Así, Cassandra se alejó de una vida que nunca había estado hecha para ella. A la que se amarró por intentar hacer lo correcto, pero que no era una vida para ella, siempre indomable. Dejó al duque Xander atrás, con todos los secretos que le había ocultado a Cassandra aún ocultos bajo llave.

Ese mismo amanecer, en el que ella comenzaba su vida, por todas las mujeres que habían quedado en el camino, Alexandra dejó de respirar, alejándose de la vida que su madre quería construir de nuevo para ellas dos.
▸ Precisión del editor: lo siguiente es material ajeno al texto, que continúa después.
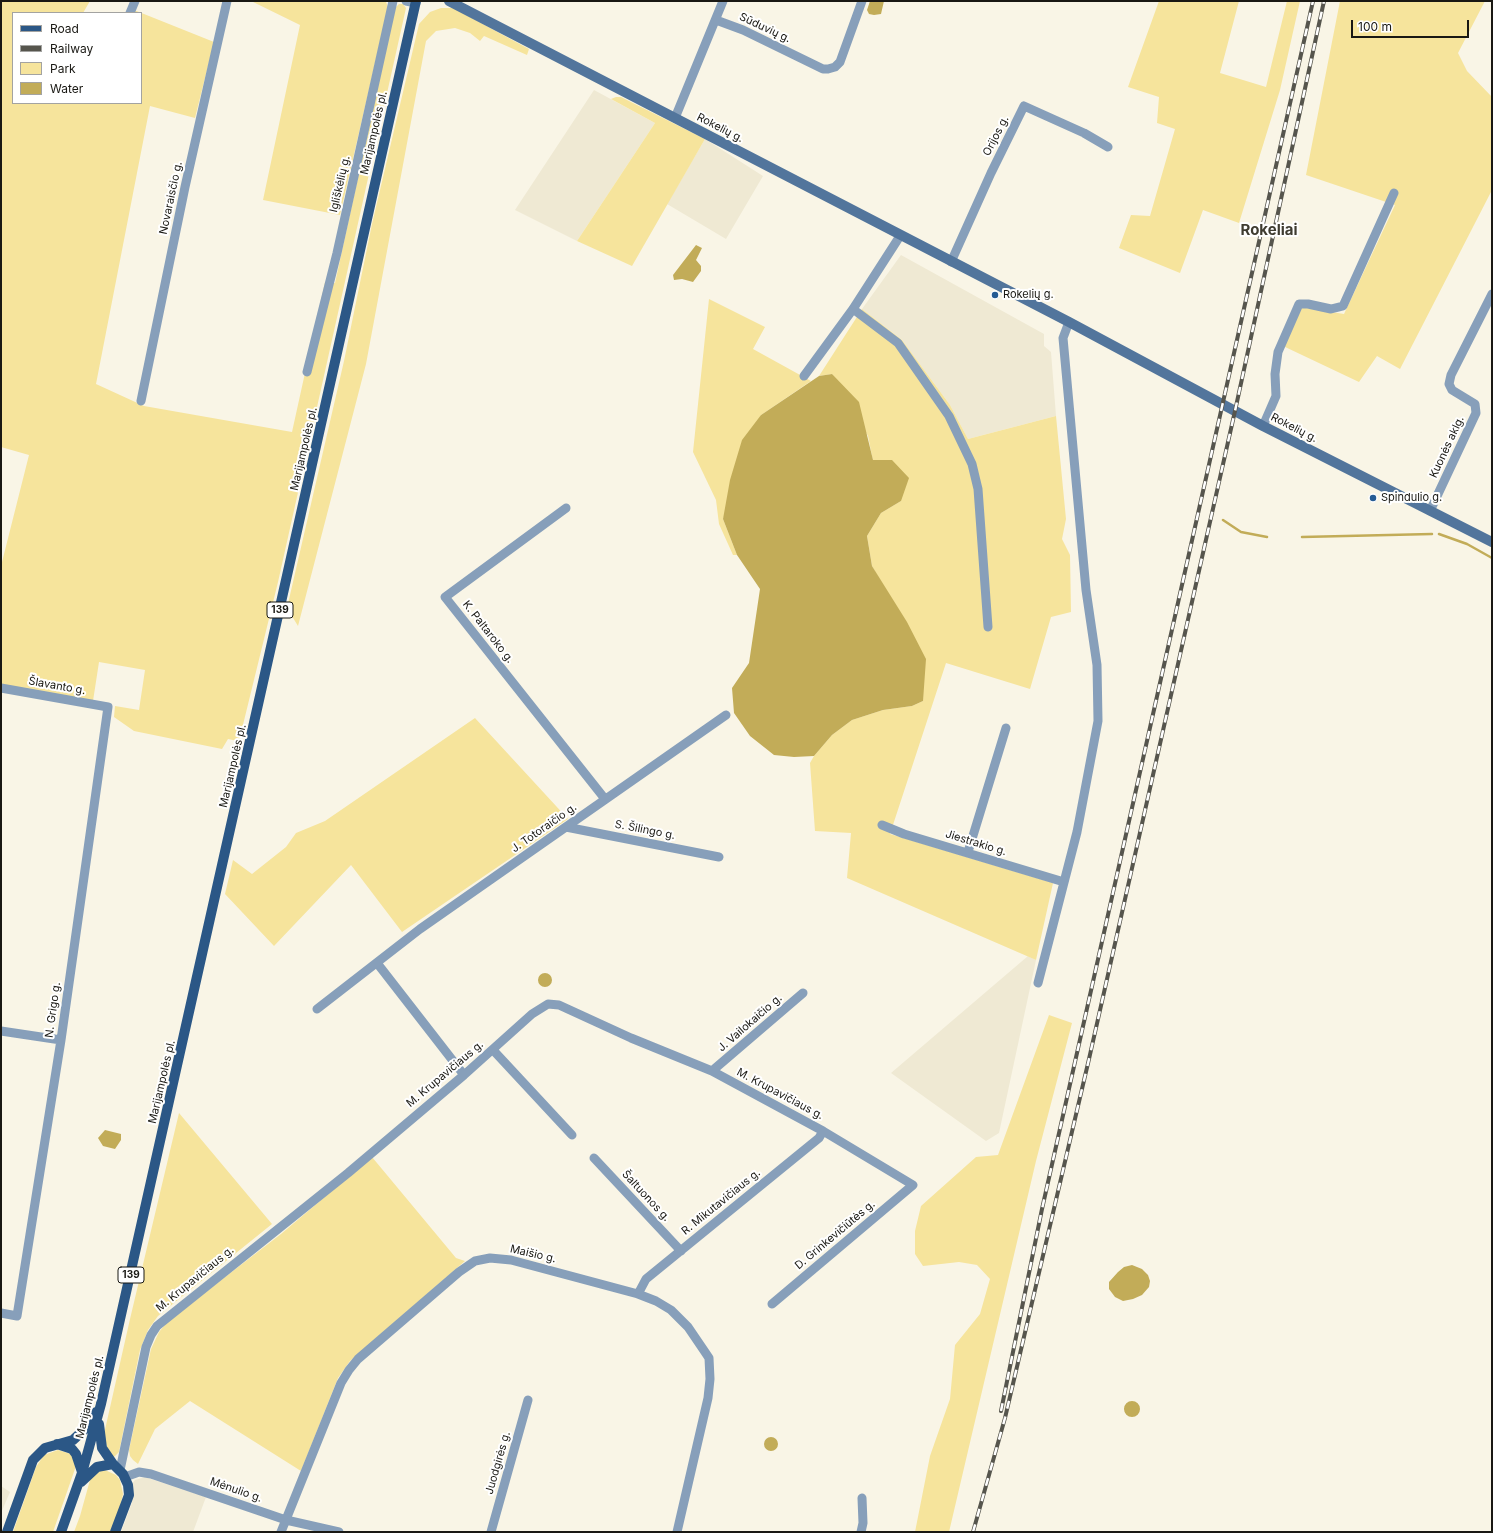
<!DOCTYPE html>
<meta charset="utf-8">
<style>
body{margin:0}
#map{position:relative;width:1493px;height:1533px;overflow:hidden;background:#f9f5e6;font-family:Inter,sans-serif}
canvas{display:block}
.frame{position:absolute;inset:0;border:2px solid #191813;pointer-events:none}
.legend{position:absolute;left:12px;top:12px;width:130px;height:92px;box-sizing:border-box;background:#fff;border:1px solid #a3a3a1;margin:0;padding:5px 7px;list-style:none;font-size:12px;color:#191813}
.legend li{display:flex;align-items:center;gap:8px;height:20px}
.legend b{width:20px;border:1px solid #a3a3a1}
.scale{position:absolute;left:1351px;top:20px;width:118px;height:18px;box-sizing:border-box;border:2px solid #191813;border-top:0;padding-left:5px;font-size:12px;line-height:14px;white-space:nowrap;color:#191813;-webkit-text-stroke:3px #fff;paint-order:stroke}
</style>
<div id="map">
<canvas width="1493" height="1533"></canvas>
<div class="frame"></div>
<ul class="legend">
<li><b style="height:5px;background:#2b5786"></b>Road</li>
<li><b style="height:5px;background:#56554d"></b>Railway</li>
<li><b style="height:11px;background:#f6e49c"></b>Park</li>
<li><b style="height:11px;background:#c2ac58"></b>Water</li>
</ul>
<div class="scale">100 m</div>
</div>
<script>
const context = document.querySelector('canvas').getContext('2d');
context.lineJoin = 'round';
function paint(path, color) {
  context.fillStyle = color;
  context.fill(path, 'evenodd');
}
function shape(rows) {
  const path = new Path2D();
  for (const r of rows) {
    if (r.length === 3) {
      path.moveTo(r[0] + r[2], r[1]);
      path.arc(r[0], r[1], r[2], 0, 2 * Math.PI);
      continue;
    }
    path.moveTo(r[0], r[1]);
    for (let i = 2; i < r.length; i += 2) path.lineTo(r[i], r[i + 1]);
  }
  return path;
}
function trace(path, color, width, dash) {
  context.strokeStyle = color;
  context.lineWidth = width;
  context.lineCap = dash ? 'butt' : 'round';
  context.setLineDash(dash || []);
  context.stroke(path);
}
function write(font, color, halo, rows, align = 'center') {
  context.font = font + ' Inter,sans-serif';
  context.lineWidth = 4;
  context.setLineDash([]);
  context.textBaseline = 'middle';
  context.strokeStyle = halo;
  context.fillStyle = color;
  for (const [text, x, y, turn = 0] of rows) {
    context.save();
    context.translate(x, y);
    context.rotate((+turn || 0) * Math.PI / 180);
    context.textAlign = isNaN(turn) ? turn : align;
    if (halo) context.strokeText(text, 0, 0);
    context.fillText(text, 0, 0);
    context.restore();
  }
}
paint(shape([
 [594,90,655,123,577,241,515,210],
 [705,139,763,176,726,239,667,204],
 [901,255,1044,334,1044,346,1051,352,1056,416,968,439,950,405,902,340,862,309],
 [1028,956,1036,960,999,1133,986,1141,891,1073],
 [145,1477,206,1497,193,1532,121,1532,132,1503,131,1485,135,1480],
 [1,1486,10,1492,1,1513]
]), '#efe9d3');
paint(shape([
 [1,1,90,1,83,13,13,13,13,103,141,103,141,13,133,13,134,10,214,42,195,118,150,106,96,384,144,406,292,432,325,282,335,283,395,8,399,4,403,4,406,8,278,582,240,737,238,741,228,739,222,749,134,731,114,717,115,706,139,710,145,670,99,662,93,701,1,684,1,566,29,455,1,447],
 [251,1,382,1,386,2,388,7,340,215,263,200,300,25],
 [1159,1,1239,1,1220,73,1266,87,1287,1,1300,1,1280,90,1239,223,1203,210,1180,273,1119,248,1131,215,1150,216,1175,129,1157,123,1159,97,1128,87],
 [1340,1,1485,1,1458,53,1467,71,1492,97,1492,190,1400,369,1377,356,1359,382,1283,346,1301,307,1344,314,1395,205,1306,175],
 [441,8,453,8,529,49,527,55,484,36,480,41,470,33,455,28,436,31,426,41,366,364,298,626,287,608,344,361,372,224,419,24,430,12],
 [616,97,621,97,705,139,632,266,577,241,655,123,611,99],
 [709,299,765,327,753,349,811,381,761,415,723,519,737,555,733,555,719,524,716,500,693,452],
 [862,309,902,340,950,405,968,439,1056,416,1066,519,1062,539,1070,555,1071,612,1051,617,1030,689,946,663,890,834,1053,883,1036,960,847,878,851,833,815,831,810,763,814,756,832,735,852,720,883,710,912,706,923,701,923,687,883,586,872,566,867,536,881,513,901,501,873,461,868,436,832,374,819,376],
 [475,718,568,819,402,932,351,865,274,946,225,894,233,860,252,874,286,847,296,833,325,821],
 [1049,1015,1072,1023,1036,1161,949,1532,915,1532,930,1456,950,1399,955,1345,980,1314,990,1279,977,1265,959,1262,923,1266,915,1254,915,1231,921,1206,976,1157,998,1155],
 [179,1113,272,1224,158,1316,148,1330,140,1350,119,1452,114,1457,111,1456,108,1452,104,1434,130,1319],
 [372,1157,456,1258,465,1261,350,1361,338,1378,301,1471,190,1401,155,1429,138,1464,133,1460,130,1456,129,1450,151,1349,159,1332,168,1321,281,1234],
 [58,1450,71,1454,76,1466,53,1532,13,1532,36,1467,44,1455],
 [105,1470,116,1475,120,1480,123,1494,119,1511,110,1532,74,1532,80,1516,90,1480,97,1471]
]), '#f6e49c');
paint(shape([
 [870,1,884,1,881,14,874,15,869,14,867,10],
 [696,245,702,248,696,260,701,266,701,271,693,282,682,279,674,280,673,275],
 [832,374,859,402,873,460,892,460,909,478,901,501,881,513,867,536,872,566,907,622,926,659,923,701,912,706,883,710,852,720,832,735,814,756,794,757,774,755,750,736,734,713,732,688,749,663,760,589,737,555,723,519,730,480,742,440,761,415,819,376],
 [545,980,7],
 [105,1130,121,1134,121,1140,115,1149,103,1146,98,1138],
 [1132,1265,1142,1269,1148,1275,1150,1281,1149,1287,1142,1295,1133,1299,1123,1301,1115,1297,1109,1289,1109,1282,1118,1272,1124,1267],
 [1132,1409,8],
 [771,1444,7]
]), '#c2ac58');
trace(shape([
 [1223,520,1241,532,1267,537],
 [1439,534,1467,544,1492,558],
 [1302,537,1432,534]
]), '#c2ac58', 2.5);
trace(shape([
 [406,1,416,3],
 [130,13,135,1],
 [716,20,743,30,823,69,828,69,835,67,840,62,862,1],
 [675,118,723,1],
 [951,262,991,173,1024,106,1084,133,1108,147],
 [853,309,898,343,949,416,972,464,978,489,988,627],
 [307,372,337,253,393,1],
 [804,376,853,309,900,236],
 [141,401,185,187,227,1],
 [1263,426,1276,396,1275,374,1278,352,1299,304,1308,304,1331,309,1343,306,1394,193],
 [566,508,445,597,605,799],
 [1430,511,1476,413,1475,404,1452,390,1449,384,1451,375,1492,294],
 [1,688,108,707,61,1040,17,1316,1,1313],
 [882,825,904,834,1064,882],
 [566,827,719,857],
 [968,852,1006,728],
 [377,963,464,1075],
 [1038,983,1077,832,1098,721,1097,665,1086,590,1063,338,1069,322],
 [317,1009,420,929,726,715],
 [1,1031,61,1040],
 [493,1050,572,1135],
 [712,1071,803,993],
 [594,1158,681,1251],
 [638,1294,646,1279,819,1138,823,1131],
 [120,1470,146,1347,151,1335,157,1326,348,1173,464,1075,532,1014,548,1004,559,1005,631,1038,712,1071,823,1131,913,1185,772,1304],
 [125,1477,139,1472,151,1474,286,1520,339,1532],
 [281,1532,341,1383,349,1370,358,1359,459,1272,475,1261,490,1258,511,1260,638,1294,656,1301,671,1310,688,1327,705,1352,709,1358,710,1379,708,1398,677,1532],
 [491,1532,528,1400],
 [861,1532,863,1523,862,1498]
]), '#879fba', 9);
trace(shape([
 [449,1,1069,322,1263,426,1492,542]
]), '#52759c', 10);
trace(shape([
 [99,1424,102,1448,113,1464,123,1474,128,1485,129,1495,115,1532],
 [57,1444,72,1449,76,1454,82,1472],
 [81,1482,97,1467,113,1464],
 [7,1532,33,1460,45,1448,73,1440,87,1427,96,1412],
 [61,1532,82,1473,101,1404,416,1]
]), '#2b5786', 10);
const rail = shape([
 [1001,1411,1042,1209,1313,1],
 [973,1532,1005,1418,1089,1059,1235,411,1324,1]
]);
trace(rail, '#56554d', 4);
trace(rail, '#fff', 2.5, [8]);
for (const [x, y, r, color] of [
 [995,295,4,"#255b94"],
 [1373,498,4,"#255b94"]
]) {
  const dot = new Path2D();
  dot.arc(x, y, r, 0, 2 * Math.PI);
  context.fillStyle = color;
  context.fill(dot);
  trace(dot, '#fff', 1.5);
}
for (const [x, y, w] of [
 [280,610,26],
 [131,1275,26]
]) {
  const box = new Path2D();
  box.roundRect(x - w / 2, y - 8, w, 16, 3);
  context.fillStyle = '#fff';
  context.fill(box);
  trace(box, '#191813', 1);
}
write('bold 10px', '#191813', null, [
 ["139",280,610],
 ["139",131,1275]
]);
write('11px', '#191813', '#fff', [
 ["Sūduvių g.",765,28,25],
 ["Rokelių g.",720,128,27],
 ["Marijampolės pl.",374,133,-77],
 ["Orijos g.",996,136,-63],
 ["Igliškėlių g.",340,184,-77],
 ["Novaraisčio g.",171,198,-78],
 ["Rokelių g.",1294,428,27],
 ["Kuonės aklg.",1447,447,-65],
 ["Marijampolės pl.",304,449,-77],
 ["K. Paltaroko g.",488,632,52],
 ["Šlavanto g.",57,686,10],
 ["Marijampolės pl.",233,766,-77],
 ["J. Totoraičio g.",544,828,-35],
 ["S. Šilingo g.",645,830,11],
 ["Jiestrakio g.",976,843,17],
 ["N. Grigo g.",53,1010,-82],
 ["J. Vailokaičio g.",750,1023,-41],
 ["M. Krupavičiaus g.",445,1074,-40],
 ["Marijampolės pl.",162,1082,-77],
 ["M. Krupavičiaus g.",780,1094,28],
 ["Šaltuonos g.",646,1196,47],
 ["R. Mikutavičiaus g.",721,1202,-39],
 ["D. Grinkevičiūtės g.",835,1235,-40],
 ["Maišio g.",533,1254,13],
 ["M. Krupavičiaus g.",195,1279,-39],
 ["Marijampolės pl.",90,1397,-76],
 ["Juodgirės g.",498,1463,-74],
 ["Mėnulio g.",236,1490,19]
]);
write('11px', '#191813', '#fff', [
 ["Rokelių g.",1003,295],
 ["Spindulio g.",1381,498]
], 'left');
write('bold 15px', '#3f3c31', '#fff', [
 ["Rokeliai",1269,230]
]);
</script>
Al final de esta historia solo quedó Héctor, convertido en un ermitaño que vivía en una casita en el bosque donde había vivido también la joven Dafne. La soledad lo abrazó con su manto, reteniéndolo. La tristeza lo consumió, durante años estuvo sentado mirando el mundo cambiar a través de su ventana. Vio muchos días amanecer, pero ninguno fue para él. Sus amaneceres se tiñeron de gris, tristes, llenos de ausencia, soledad y muerte. Hasta los dioses lo abandonaron. Solo quedaron recuerdos, arrepentimiento y el triste lamento de un viejo al que la vida se le escapaba.

https://youtu.be/PEttsFPuAlg

Al final de esta historia, solo quedaron un montón de crímenes impunes, cuyos autores siguieron riendo, soñando, viviendo, sin el menor de los remordimientos. Mientras sus víctimas quedaron sin voz. Las mujeres de Ólympos fueron las únicas que pagaron la condena, al precio más alto. Y ningún arrepentimiento mitigaría su dolor.

Quizás en el otro lado, les espere la recompensa. Y para aquellos que cometieron los peores pecados, que esté reservado el mayor castigo en el más profundo de los infiernos. Allí vencerán las humilladas, las violadas, las vencidas. Allí por fin, obtendrán su triunfo, su gloria. Allí nos esperan, donde por fin puedan cambiar su historia. Donde se les hará justicia.